Adopting a shy cat and helping your kitty blossom can be so rewarding. But it will require patience, understanding, and a willingness to accept your new cat even if she never becomes a lap cat or major cuddle bug. It may take a little longer for a shy cat to get comfortable, but there are things you can do to help your shy kitty feel more comfortable.
- Set a routine: An uncertain cat feels more settled when she knows what to expect and when.
- Find common ground: Take some time to learn what activities your new feline friend prefers. Does your kitty respond well to being brushed? Love snacks? Always play with wand toys? Use these distractions to encourage and reward interaction.
- Respect personal space: Forcing a cat to endure cuddling will only make things worse. Start out by simply sharing the space without interaction. Sit in the same room and read, play quiet video games, or even watch TV.
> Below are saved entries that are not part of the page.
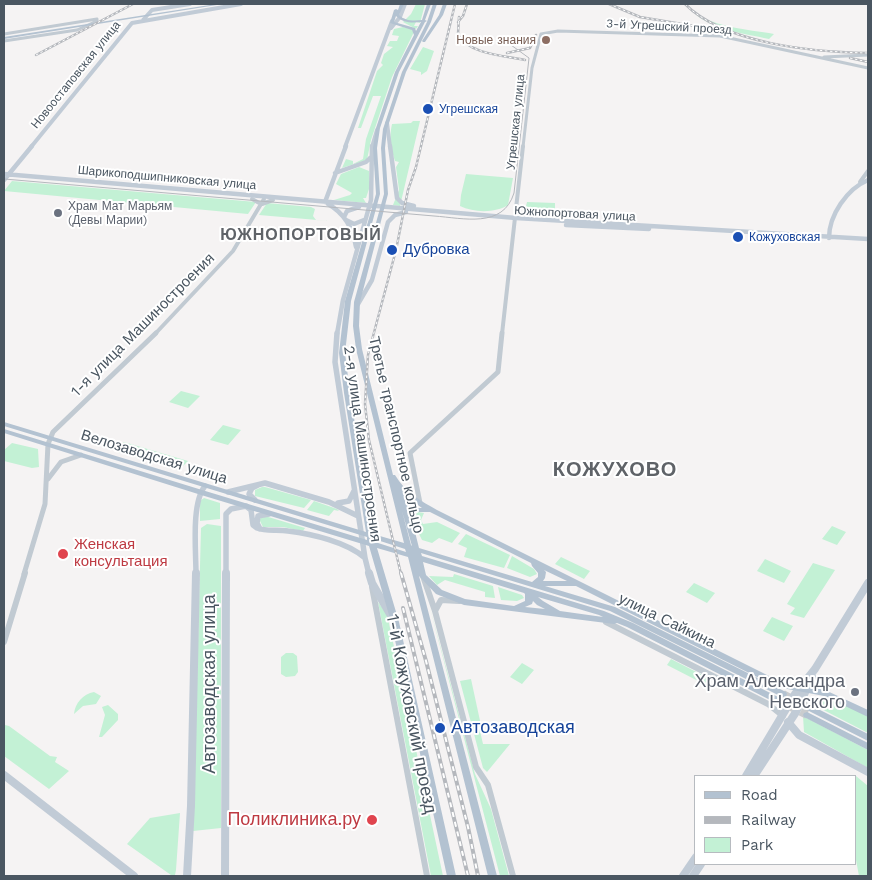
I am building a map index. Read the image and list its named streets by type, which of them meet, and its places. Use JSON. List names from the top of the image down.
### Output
{
  "streets": {
    "main road": [
      "Новоостаповская улица",
      "Шарикоподшипниковская улица",
      "Южнопортовая улица",
      "Третье транспортное кольцо",
      "2-я улица Машиностроения",
      "Велозаводская улица",
      "улица Сайкина",
      "Автозаводская улица",
      "1-й Кожуховский проезд"
    ],
    "street": ["3-й Угрешский проезд", "Угрешская улица", "1-я улица Машиностроения"]
  },
  "crossings": [
    ["3-й Угрешский проезд", "Угрешская улица"],
    ["Новоостаповская улица", "Шарикоподшипниковская улица"],
    ["Угрешская улица", "Южнопортовая улица"],
    ["Угрешская улица", "улица Сайкина"],
    ["Шарикоподшипниковская улица", "Южнопортовая улица"],
    ["Шарикоподшипниковская улица", "1-я улица Машиностроения"],
    ["1-я улица Машиностроения", "Велозаводская улица"],
    ["Третье транспортное кольцо", "2-я улица Машиностроения"],
    ["2-я улица Машиностроения", "1-й Кожуховский проезд"],
    ["Велозаводская улица", "Автозаводская улица"]
  ],
  "districts": ["ЮЖНОПОРТОВЫЙ", "КОЖУХОВО"],
  "places": [
    "Новые знания",
    "Угрешская",
    "Храм Мат Марьям (Девы Марии)",
    "Кожуховская",
    "Дубровка",
    "Женская консультация",
    "Храм Александра Невского",
    "Автозаводская",
    "Поликлиника.ру"
  ],
  "legend": ["Road", "Railway", "Park"]
}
- The power of the slow blink: Slow blinking, commonly called “kitty kisses,” does help to soothe some cats, and you might even get your cat blinking back at you.
- Try synthetic pheromones: FELIWAY spray or diffusers have been shown to help cats feel calmer and more comfortable by mimicking the natural feline reassuring messages.
- Time: Cats often need time to acclimate to their new surroundings. When bringing a new cat home, it is important to remember that your kitty is going to need time and assistance to feel comfortable in their new environment. Spend time each day visiting with your cat. There is no magical amount of time that will work with every cat. You might choose to spend one longer chunk of time in the room or divide it up into several shorter visits. Be sure that you are speaking softly and moving slowly when in the room.
- A quiet place: Provide a small, quiet place for your cat to get acclimated, such as a spare bedroom or bathroom. Ideally, the room will be equipped with windows for natural light. This will allow your cat to express natural behavior while in the room. Make sure your cat has access to water and a litter box at all times. Scatter some enticing kitty toys throughout the room, such as a catnip mouse and a ball to bat around.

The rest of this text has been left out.